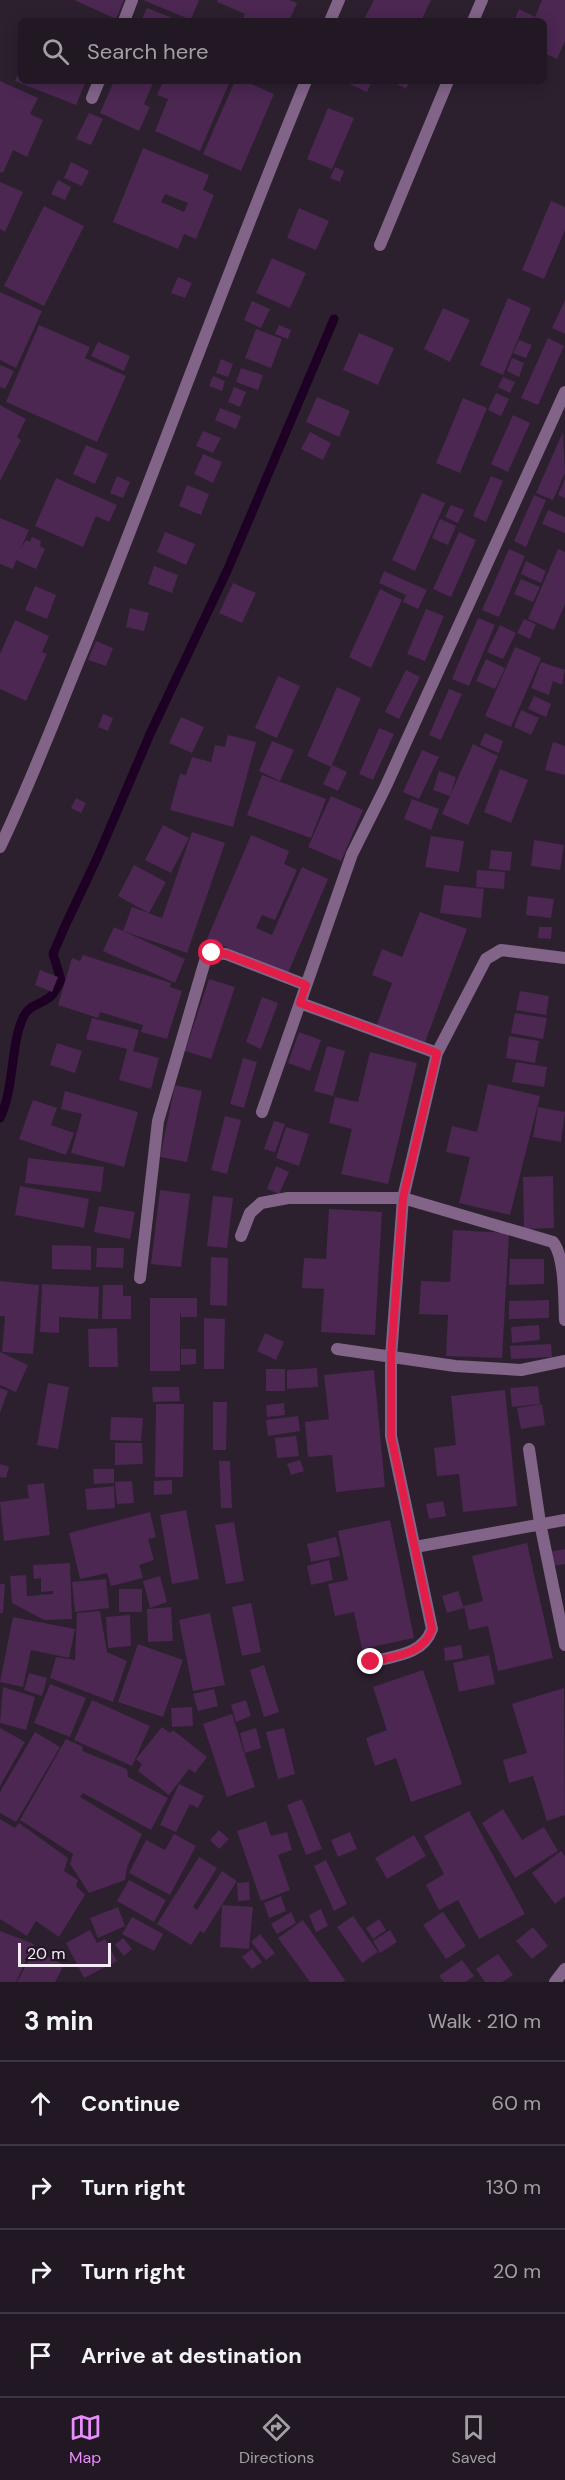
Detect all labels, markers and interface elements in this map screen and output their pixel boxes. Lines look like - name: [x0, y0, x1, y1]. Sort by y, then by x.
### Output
- search box: [18, 18, 547, 84]
- icon: search: [39, 35, 72, 68]
- text: Search here: [87, 37, 208, 66]
- route start: [198, 939, 224, 965]
- route end: [357, 1648, 383, 1674]
- scale bar: [18, 1940, 111, 1968]
- text: 20 m: [27, 1943, 66, 1964]
- text: 3 min: [24, 2004, 93, 2038]
- text: Walk · 210 m: [428, 2008, 541, 2034]
- icon: ahead: [24, 2087, 57, 2120]
- text: Continue: [81, 2089, 180, 2118]
- text: 60 m: [492, 2090, 541, 2116]
- icon: right: [24, 2171, 57, 2204]
- text: Turn right: [81, 2173, 186, 2202]
- text: 130 m: [486, 2174, 541, 2200]
- icon: right: [24, 2255, 57, 2288]
- text: Turn right: [81, 2257, 186, 2286]
- text: 20 m: [493, 2258, 541, 2284]
- icon: arrive: [24, 2339, 57, 2372]
- text: Arrive at destination: [81, 2341, 302, 2370]
- tab: Map: [69, 2411, 102, 2468]
- tab: Directions: [239, 2411, 314, 2468]
- tab: Saved: [452, 2411, 496, 2468]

Exercise brief - What belongs in the answer is each line above, reproduced exactly, and no picture.

Response to the exercise -
Detect all labels, markers and interface elements in this map screen and output their pixel boxes. Lines look like - name: [x0, y0, x1, y1]. Sort by y, then by x.
### Output
- search box: [18, 18, 547, 84]
- icon: search: [39, 35, 72, 68]
- text: Search here: [87, 37, 208, 66]
- route start: [198, 939, 224, 965]
- route end: [357, 1648, 383, 1674]
- scale bar: [18, 1940, 111, 1968]
- text: 20 m: [27, 1943, 66, 1964]
- text: 3 min: [24, 2004, 93, 2038]
- text: Walk · 210 m: [428, 2008, 541, 2034]
- icon: ahead: [24, 2087, 57, 2120]
- text: Continue: [81, 2089, 180, 2118]
- text: 60 m: [492, 2090, 541, 2116]
- icon: right: [24, 2171, 57, 2204]
- text: Turn right: [81, 2173, 186, 2202]
- text: 130 m: [486, 2174, 541, 2200]
- icon: right: [24, 2255, 57, 2288]
- text: Turn right: [81, 2257, 186, 2286]
- text: 20 m: [493, 2258, 541, 2284]
- icon: arrive: [24, 2339, 57, 2372]
- text: Arrive at destination: [81, 2341, 302, 2370]
- tab: Map: [69, 2411, 102, 2468]
- tab: Directions: [239, 2411, 314, 2468]
- tab: Saved: [452, 2411, 496, 2468]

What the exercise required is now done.